The Transport Phenomena and Fluid Flow track (TPFF) comprises continuum and molecular phenomena and processes over a wide range of time and length scales in their mutual dependence. This includes the interplay between chemical reactions, turbulent eddies, bubbles, flow and convective transport at the scale of the vessel or at a long range. Your Master’s thesis project is carried out in the department of Chemical Engineering, the Fluid Mechanics section or the Clouds and Climate group.

Students planning to graduate in the TPFF track can choose between projects in the following areas: computational reactor engineering, multiphase flows, thermal & materials processes, reactive flows & explosions, and clouds, climate & air quality. The great potential of a wide variety of computer simulations (computational fluid dynamics, large-eddy and direct numerical simulation, Lattice-Boltzmann simulations, Monte-Carlo techniques) makes it possible to simulate fundamental flow phenomena and also most aspects of industrial and environmental processes in great detail and very close to reality. Advanced measuring techniques allow us to penetrate deep into the details of flow and transport phenomena as occurring in process equipment, and to analyse their mutual relations and their impact on physical and chemical processes. Environmental issues, including cloud dynamics and cloud microphysics, as well as atmospheric dispersion (fine dust) in urban areas, are studied to improve computational and climate/weather models. A detailed understanding of the underlying principles leads to a better control of various processes, producing better products in a cleaner, safer and more efficient way.
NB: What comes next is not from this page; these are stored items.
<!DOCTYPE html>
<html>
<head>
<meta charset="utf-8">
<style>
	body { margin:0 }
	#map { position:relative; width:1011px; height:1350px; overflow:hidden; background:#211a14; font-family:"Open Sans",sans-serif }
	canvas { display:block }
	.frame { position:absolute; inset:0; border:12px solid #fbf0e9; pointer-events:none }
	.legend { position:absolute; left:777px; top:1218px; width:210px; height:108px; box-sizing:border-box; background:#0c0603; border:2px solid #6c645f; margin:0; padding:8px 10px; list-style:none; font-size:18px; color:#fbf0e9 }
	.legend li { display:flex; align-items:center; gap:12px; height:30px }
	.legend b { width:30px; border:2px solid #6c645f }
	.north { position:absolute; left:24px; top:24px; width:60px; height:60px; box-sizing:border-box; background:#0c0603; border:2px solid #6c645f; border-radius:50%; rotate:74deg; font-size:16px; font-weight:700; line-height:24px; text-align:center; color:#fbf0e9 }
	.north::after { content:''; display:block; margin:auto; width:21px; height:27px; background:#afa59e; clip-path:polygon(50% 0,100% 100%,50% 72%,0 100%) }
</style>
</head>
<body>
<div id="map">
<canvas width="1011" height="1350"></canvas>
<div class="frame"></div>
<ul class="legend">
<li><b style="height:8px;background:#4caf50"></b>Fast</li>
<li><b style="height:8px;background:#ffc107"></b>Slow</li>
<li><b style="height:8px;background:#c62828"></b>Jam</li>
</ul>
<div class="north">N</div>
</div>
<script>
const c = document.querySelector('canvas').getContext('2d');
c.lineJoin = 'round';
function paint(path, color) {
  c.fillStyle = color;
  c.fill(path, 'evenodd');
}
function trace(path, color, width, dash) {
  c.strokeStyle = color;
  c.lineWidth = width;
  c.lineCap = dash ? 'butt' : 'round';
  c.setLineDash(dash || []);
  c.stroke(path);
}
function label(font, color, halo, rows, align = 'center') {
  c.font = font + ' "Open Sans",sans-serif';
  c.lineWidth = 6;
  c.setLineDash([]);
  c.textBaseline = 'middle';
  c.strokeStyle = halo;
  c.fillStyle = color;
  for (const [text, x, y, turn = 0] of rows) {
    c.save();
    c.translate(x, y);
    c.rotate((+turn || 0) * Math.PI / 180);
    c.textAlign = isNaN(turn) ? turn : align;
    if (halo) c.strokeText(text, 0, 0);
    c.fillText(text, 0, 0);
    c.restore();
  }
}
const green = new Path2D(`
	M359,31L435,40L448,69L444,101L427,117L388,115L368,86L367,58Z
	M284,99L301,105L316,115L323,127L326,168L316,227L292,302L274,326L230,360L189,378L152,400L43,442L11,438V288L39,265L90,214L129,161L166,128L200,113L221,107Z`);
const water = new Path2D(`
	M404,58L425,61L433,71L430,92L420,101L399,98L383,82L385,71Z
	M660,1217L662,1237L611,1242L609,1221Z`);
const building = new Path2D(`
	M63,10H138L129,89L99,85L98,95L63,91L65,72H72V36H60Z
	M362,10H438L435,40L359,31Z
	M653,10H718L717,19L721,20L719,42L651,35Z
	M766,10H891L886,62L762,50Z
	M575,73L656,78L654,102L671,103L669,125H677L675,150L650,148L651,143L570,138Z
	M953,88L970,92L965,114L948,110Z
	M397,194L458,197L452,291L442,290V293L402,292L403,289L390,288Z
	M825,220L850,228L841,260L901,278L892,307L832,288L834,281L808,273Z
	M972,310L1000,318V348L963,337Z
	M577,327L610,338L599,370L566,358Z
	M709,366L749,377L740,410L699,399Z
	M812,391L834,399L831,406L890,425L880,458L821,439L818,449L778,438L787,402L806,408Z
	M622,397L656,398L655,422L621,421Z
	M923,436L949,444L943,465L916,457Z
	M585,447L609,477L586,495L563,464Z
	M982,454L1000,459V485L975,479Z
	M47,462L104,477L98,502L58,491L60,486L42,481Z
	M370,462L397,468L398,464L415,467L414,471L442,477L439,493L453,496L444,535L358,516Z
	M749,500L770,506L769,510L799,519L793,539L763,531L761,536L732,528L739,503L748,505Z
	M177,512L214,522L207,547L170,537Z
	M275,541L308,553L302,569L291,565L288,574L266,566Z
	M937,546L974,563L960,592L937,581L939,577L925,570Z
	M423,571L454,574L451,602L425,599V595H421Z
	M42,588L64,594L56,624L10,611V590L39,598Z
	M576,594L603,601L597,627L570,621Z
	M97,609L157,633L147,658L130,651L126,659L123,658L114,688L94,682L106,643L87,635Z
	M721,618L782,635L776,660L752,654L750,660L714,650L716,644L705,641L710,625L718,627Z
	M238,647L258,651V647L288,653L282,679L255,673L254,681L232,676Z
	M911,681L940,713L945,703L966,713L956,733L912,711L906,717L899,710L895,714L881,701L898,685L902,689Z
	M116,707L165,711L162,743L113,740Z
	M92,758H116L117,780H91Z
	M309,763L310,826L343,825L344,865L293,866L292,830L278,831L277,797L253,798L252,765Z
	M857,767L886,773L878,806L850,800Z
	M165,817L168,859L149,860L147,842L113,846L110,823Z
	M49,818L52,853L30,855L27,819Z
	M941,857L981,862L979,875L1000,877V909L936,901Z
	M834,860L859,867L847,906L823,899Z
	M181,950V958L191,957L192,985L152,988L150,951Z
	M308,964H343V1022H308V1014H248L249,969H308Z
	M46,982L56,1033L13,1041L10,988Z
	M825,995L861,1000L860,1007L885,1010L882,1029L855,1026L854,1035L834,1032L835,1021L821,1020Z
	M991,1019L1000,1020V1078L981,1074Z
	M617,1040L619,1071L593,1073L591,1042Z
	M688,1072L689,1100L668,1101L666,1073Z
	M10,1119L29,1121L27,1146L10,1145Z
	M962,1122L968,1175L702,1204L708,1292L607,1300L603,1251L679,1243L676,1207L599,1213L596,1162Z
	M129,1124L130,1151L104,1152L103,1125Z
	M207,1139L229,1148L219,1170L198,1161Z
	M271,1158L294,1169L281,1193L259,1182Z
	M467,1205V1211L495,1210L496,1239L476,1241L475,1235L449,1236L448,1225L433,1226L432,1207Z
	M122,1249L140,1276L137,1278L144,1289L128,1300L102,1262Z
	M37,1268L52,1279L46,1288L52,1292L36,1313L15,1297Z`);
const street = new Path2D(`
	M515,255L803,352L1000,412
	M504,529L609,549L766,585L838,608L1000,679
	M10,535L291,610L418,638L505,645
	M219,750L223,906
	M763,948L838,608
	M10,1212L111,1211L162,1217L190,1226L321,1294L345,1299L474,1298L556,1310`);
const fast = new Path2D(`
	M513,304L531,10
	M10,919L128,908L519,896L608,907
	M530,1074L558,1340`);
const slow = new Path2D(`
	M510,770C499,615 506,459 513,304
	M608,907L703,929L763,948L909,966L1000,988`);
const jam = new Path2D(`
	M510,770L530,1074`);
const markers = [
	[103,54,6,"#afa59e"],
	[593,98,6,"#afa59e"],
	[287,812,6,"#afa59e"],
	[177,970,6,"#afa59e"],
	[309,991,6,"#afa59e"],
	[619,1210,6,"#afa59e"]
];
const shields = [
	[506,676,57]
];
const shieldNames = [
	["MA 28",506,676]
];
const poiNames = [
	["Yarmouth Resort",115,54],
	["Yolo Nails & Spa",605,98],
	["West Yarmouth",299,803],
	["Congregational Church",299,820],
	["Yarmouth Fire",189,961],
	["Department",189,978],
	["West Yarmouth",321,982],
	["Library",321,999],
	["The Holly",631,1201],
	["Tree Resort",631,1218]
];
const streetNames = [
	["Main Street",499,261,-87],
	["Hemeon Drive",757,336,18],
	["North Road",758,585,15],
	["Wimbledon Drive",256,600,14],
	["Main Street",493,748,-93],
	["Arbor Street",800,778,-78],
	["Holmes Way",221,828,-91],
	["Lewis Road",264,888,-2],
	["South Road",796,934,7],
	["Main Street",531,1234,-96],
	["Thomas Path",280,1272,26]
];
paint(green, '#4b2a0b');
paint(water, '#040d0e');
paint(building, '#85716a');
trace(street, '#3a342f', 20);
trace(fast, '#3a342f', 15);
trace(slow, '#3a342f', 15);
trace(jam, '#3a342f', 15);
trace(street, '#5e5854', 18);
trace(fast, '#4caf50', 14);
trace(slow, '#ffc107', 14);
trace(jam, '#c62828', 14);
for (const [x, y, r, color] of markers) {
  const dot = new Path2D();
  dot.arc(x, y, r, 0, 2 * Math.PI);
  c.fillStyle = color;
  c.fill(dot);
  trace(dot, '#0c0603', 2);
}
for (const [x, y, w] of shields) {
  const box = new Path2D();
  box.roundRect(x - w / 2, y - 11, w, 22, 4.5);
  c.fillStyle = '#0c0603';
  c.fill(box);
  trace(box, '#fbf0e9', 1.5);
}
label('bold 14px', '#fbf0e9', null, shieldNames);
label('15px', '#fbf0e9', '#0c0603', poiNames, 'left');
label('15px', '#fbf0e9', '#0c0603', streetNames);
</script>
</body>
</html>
For students planning to graduate in the TPFF track, it is important to acquire sufficient knowledge of the physics of fluid flow and turbulence. It is therefore strongly advised that all students, prior to starting their thesis project, take the following modules: Continuum Physics (AP3032), and two modules from Advanced Physical Transport Phenomena (AP3171), Applied Multiphase Flow (AP3181) and Turbulence A (WB1424A). Students pursuing the R&D specialization are advised to also take Advanced Fluid Dynamics A (WB1422A).